# How long for 1rst racking



## Flame145 (Oct 18, 2010)

I read in one of my wine making books to wait 2 months for first racking. Is this to long? This is what I have done so far:
crushed 27 cases grapes
checked ph and ta, both within range
checked starting SG
added potassium metabisulfite
let sit 24 hours
added yeast
fermented for 7 days, punching cap down 2x a day
pressed and placed into a 53 gallon oak barrel, with airlock

My plan was to do first racking begining of december and sulfite
then go to solid bung

Or should I rack sooner and add sulfite.
Just a little concerned with everyone stating wood barrels breathe, didn't know how long to wait to add sulfite. 
The only sulfite that has been added has been at the crush stage


----------



## winemaker_3352 (Oct 18, 2010)

By first racking - do you mean from Primary to Secondary? If so - that is way too long.

If you are referring to racking after fermentation is complete in the secondary - that is still too long - this needs to be done once fermentation is complete (3 days of consecutive SG readings).

IMO when i think of rackings - the first is from Primary to Secondary, second is when fermentation is complete, and rackings after that are spaced out 3-4 months.


----------



## Flame145 (Oct 18, 2010)

Juan said:


> The first racking should normally be done around 5 to 7 days into the fermentation. This is the time you will need to put the fermentation under the protection of an air-lock.
> At this period you will find that around 70 to 80 percent of the sediment will have already occurred. It will take much longer for the last 30 percent to show up. So, racking the wine after 5 or 7 days is a good idea to get the bulk of the sediment out of the way.
> 
> Good Luck.



so when i went from my primary fermentation tub to my oak barrel, that was my first racking. OK. So now i'm in my oak barrel with air lock on. It will be 3 weeks now. Still bubbling thru air-lock. My plan was to rack again begining of december, or is that too long.


----------



## Runningwolf (Oct 18, 2010)

Juan said:


> The first racking should normally be done around 5 to 7 days into the fermentation. This is the time you will need to put the fermentation under the protection of an air-lock.
> At this period you will find that around 70 to 80 percent of the sediment will have already occurred. It will take much longer for the last 30 percent to show up. So, racking the wine after 5 or 7 days is a good idea to get the bulk of the sediment out of the way.
> 
> Good Luck.



Juan, Welcome to our forum. I would be interested in hearing what your making and what fruits are available to you. Please go to out intro ductions thread and let us know more about you. Thanks


----------



## JohnT (Oct 19, 2010)

Flame145 said:


> so when i went from my primary fermentation tub to my oak barrel, that was my first racking. OK. So now i'm in my oak barrel with air lock on. It will be 3 weeks now. Still bubbling thru air-lock.

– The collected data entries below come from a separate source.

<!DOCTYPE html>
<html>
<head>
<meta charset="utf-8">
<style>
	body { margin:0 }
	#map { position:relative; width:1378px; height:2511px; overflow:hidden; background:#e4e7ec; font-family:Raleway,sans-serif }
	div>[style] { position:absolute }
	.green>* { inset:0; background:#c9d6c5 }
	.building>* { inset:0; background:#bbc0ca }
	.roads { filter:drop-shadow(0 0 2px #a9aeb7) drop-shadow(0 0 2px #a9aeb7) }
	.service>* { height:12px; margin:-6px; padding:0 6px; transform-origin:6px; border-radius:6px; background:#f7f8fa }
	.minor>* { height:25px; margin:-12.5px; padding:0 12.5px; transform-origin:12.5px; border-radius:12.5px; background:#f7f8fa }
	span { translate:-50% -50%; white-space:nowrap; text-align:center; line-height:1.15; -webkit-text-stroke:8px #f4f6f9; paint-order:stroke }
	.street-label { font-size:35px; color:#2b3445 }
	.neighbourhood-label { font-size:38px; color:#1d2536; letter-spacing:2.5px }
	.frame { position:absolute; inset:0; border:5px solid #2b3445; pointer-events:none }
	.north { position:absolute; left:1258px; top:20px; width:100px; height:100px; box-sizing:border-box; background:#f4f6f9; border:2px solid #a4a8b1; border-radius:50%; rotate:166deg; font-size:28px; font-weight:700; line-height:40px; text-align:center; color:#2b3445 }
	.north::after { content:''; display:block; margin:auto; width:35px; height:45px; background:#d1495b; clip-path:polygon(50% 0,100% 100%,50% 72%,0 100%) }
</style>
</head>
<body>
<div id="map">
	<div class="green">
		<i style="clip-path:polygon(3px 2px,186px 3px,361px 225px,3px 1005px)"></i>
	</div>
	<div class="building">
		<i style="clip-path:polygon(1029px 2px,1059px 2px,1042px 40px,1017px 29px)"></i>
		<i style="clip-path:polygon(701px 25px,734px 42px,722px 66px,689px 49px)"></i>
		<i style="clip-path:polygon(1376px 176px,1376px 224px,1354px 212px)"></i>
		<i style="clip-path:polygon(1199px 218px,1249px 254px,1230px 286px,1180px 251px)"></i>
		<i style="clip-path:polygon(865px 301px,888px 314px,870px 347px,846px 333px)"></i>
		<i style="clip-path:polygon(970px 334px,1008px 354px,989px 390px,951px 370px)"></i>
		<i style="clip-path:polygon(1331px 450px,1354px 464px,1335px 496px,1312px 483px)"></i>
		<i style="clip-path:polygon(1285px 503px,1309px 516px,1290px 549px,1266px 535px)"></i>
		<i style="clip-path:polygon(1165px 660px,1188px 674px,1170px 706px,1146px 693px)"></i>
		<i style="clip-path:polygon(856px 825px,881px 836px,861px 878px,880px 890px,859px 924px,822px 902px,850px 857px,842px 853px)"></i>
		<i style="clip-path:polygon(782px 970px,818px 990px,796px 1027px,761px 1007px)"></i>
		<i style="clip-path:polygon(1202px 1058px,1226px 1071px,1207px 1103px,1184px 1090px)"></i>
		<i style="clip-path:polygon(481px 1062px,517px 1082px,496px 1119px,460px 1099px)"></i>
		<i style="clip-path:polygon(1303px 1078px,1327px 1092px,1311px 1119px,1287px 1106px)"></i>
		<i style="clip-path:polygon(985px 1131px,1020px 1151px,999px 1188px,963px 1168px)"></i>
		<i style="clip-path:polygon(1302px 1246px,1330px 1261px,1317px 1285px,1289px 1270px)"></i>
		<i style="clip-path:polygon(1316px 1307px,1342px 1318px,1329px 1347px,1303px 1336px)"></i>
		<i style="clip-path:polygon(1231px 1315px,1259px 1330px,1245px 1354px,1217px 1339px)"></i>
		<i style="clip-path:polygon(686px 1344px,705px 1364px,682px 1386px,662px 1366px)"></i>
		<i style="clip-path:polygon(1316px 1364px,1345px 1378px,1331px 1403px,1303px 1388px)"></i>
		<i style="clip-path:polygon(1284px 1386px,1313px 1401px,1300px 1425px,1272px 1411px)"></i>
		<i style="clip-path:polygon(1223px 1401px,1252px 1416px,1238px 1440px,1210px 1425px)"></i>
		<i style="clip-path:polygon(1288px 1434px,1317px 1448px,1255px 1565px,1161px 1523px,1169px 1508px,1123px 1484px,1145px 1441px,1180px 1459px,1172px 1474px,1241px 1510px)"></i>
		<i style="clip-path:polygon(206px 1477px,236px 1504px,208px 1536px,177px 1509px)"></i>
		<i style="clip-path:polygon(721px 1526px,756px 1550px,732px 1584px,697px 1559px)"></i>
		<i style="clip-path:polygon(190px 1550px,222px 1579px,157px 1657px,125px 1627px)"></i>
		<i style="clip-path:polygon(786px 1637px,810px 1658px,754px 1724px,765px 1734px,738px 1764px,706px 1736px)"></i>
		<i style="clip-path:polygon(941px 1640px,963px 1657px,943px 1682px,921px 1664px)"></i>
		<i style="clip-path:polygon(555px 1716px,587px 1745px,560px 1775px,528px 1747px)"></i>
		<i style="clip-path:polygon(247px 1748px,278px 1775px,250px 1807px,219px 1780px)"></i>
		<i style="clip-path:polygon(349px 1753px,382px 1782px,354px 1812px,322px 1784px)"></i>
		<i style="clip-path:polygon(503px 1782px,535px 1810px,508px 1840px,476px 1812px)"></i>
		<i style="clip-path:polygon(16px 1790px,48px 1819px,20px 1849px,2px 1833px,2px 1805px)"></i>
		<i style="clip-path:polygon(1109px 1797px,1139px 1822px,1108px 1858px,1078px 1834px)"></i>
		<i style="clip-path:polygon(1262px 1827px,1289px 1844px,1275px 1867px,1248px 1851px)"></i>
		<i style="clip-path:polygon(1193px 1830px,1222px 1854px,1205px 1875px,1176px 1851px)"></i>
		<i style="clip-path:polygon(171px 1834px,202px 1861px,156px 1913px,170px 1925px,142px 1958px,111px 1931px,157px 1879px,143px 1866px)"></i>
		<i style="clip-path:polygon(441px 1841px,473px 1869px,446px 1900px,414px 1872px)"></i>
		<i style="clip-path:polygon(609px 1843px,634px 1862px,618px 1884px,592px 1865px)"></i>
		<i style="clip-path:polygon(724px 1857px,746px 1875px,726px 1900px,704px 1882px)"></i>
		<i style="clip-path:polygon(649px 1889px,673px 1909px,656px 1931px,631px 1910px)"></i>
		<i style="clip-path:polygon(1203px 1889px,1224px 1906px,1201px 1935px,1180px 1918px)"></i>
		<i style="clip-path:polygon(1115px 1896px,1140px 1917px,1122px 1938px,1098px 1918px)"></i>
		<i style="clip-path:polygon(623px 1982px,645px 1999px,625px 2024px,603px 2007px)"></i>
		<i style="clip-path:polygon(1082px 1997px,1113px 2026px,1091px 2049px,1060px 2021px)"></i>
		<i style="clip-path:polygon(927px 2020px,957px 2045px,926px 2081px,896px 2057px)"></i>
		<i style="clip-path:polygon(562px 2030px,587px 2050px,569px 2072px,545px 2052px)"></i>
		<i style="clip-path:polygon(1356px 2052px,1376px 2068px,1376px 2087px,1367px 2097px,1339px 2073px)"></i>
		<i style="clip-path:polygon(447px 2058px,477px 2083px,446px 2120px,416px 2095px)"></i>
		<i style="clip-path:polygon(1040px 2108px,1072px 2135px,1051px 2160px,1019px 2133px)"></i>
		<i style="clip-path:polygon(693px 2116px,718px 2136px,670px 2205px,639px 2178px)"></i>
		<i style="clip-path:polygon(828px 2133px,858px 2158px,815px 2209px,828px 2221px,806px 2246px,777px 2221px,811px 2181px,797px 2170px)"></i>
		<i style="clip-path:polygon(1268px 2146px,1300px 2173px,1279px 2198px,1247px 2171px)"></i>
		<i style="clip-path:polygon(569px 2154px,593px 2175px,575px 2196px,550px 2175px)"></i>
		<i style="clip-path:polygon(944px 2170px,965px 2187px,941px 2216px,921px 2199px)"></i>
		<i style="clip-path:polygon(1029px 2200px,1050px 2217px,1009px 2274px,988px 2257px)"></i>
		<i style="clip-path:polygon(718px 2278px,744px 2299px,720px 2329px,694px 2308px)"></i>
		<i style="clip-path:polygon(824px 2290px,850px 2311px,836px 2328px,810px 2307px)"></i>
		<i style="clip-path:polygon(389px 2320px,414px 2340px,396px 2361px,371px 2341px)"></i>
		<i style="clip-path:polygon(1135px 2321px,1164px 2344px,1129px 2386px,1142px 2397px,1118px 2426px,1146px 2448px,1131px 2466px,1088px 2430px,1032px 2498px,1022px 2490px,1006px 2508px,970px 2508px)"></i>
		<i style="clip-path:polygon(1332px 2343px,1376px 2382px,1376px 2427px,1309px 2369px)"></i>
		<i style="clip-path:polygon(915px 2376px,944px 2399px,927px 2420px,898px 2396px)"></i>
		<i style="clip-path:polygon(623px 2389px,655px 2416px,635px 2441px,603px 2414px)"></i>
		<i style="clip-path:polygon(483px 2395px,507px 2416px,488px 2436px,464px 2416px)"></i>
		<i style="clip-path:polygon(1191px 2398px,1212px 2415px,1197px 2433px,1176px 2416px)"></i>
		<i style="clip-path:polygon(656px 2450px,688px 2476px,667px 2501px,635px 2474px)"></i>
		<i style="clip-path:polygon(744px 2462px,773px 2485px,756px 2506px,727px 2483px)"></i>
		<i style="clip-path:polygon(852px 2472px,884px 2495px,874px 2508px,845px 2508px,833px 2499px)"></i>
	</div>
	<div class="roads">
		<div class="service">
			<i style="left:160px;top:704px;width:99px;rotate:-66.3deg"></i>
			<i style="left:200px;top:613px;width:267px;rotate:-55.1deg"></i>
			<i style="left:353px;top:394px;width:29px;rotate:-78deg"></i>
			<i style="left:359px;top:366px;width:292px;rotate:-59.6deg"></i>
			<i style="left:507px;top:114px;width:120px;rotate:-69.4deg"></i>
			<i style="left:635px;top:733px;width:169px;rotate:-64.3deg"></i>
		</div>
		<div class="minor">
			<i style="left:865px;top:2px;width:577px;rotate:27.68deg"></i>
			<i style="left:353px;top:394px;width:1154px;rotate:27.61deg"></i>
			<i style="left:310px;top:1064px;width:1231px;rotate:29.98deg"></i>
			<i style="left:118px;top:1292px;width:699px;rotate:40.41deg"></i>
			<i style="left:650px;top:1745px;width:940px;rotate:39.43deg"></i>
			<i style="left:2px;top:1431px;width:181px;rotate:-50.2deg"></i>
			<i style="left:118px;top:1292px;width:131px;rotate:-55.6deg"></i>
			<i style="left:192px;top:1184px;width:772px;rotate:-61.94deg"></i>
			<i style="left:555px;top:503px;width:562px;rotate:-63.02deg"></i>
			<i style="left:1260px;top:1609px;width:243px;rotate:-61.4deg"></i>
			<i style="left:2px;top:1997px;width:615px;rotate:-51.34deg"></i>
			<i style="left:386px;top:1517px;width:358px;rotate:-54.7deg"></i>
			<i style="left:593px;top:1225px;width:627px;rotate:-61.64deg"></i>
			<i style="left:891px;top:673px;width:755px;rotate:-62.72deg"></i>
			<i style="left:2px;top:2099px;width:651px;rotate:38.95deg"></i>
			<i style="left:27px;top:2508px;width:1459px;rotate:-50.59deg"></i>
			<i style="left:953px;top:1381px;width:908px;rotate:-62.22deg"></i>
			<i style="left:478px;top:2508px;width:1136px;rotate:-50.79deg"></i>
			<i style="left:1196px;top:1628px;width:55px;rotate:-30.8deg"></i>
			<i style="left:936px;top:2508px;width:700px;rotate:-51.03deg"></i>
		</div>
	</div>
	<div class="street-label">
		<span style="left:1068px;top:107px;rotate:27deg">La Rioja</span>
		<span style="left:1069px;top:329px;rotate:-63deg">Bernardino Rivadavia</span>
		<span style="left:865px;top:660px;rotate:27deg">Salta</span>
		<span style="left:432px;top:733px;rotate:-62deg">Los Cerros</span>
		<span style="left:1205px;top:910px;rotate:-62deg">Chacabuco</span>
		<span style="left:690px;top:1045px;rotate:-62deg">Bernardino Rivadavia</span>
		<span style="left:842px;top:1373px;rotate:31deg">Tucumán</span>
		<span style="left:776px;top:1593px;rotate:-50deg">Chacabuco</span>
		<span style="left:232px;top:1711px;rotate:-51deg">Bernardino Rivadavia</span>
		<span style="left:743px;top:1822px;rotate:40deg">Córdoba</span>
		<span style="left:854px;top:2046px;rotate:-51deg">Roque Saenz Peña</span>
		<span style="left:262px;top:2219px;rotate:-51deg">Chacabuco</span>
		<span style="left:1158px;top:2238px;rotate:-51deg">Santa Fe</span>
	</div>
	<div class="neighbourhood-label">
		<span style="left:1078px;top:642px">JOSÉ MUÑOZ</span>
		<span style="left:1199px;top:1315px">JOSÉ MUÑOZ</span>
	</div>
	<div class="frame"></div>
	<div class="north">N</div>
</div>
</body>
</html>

My plan was to rack again begining of december, or is that too long.



IMO, 

The first racking (from primary to secondary) agreed is 5 - 7 days (or when the fermentation starts to really round down. Depending on yeast, sugar level, temperature, and a number of other things, this may take longer or may end up being a shorter amount of time. The goal here is to transfer the wine when you start to loose that protective barrier of CO2 that is produced by a high level of fermentation. 

The second racking (the first time you transfer wine from one secondary to another) is more to remove the thick first layer of sediment. Although there are some that say that this layer of dead yeast can benefit wine, my experiences have been that removal of this sediment as early as possible is preferred. I do a second racking one the wine starts to clear up (I would say 2 weeks). 

Hope this helps. 

johnT.


----------



## Flame145 (Oct 19, 2010)

JohnT said:


> IMO,
> 
> The first racking (from primary to secondary) agreed is 5 - 7 days (or when the fermentation starts to really round down. Depending on yeast, sugar level, temperature, and a number of other things, this may take longer or may end up being a shorter amount of time. The goal here is to transfer the wine when you start to loose that protective barrier of CO2 that is produced by a high level of fermentation.
> 
> ...



Thanks, I'm planning to rack my barrel probably this coming weekend. Thanks again.


----------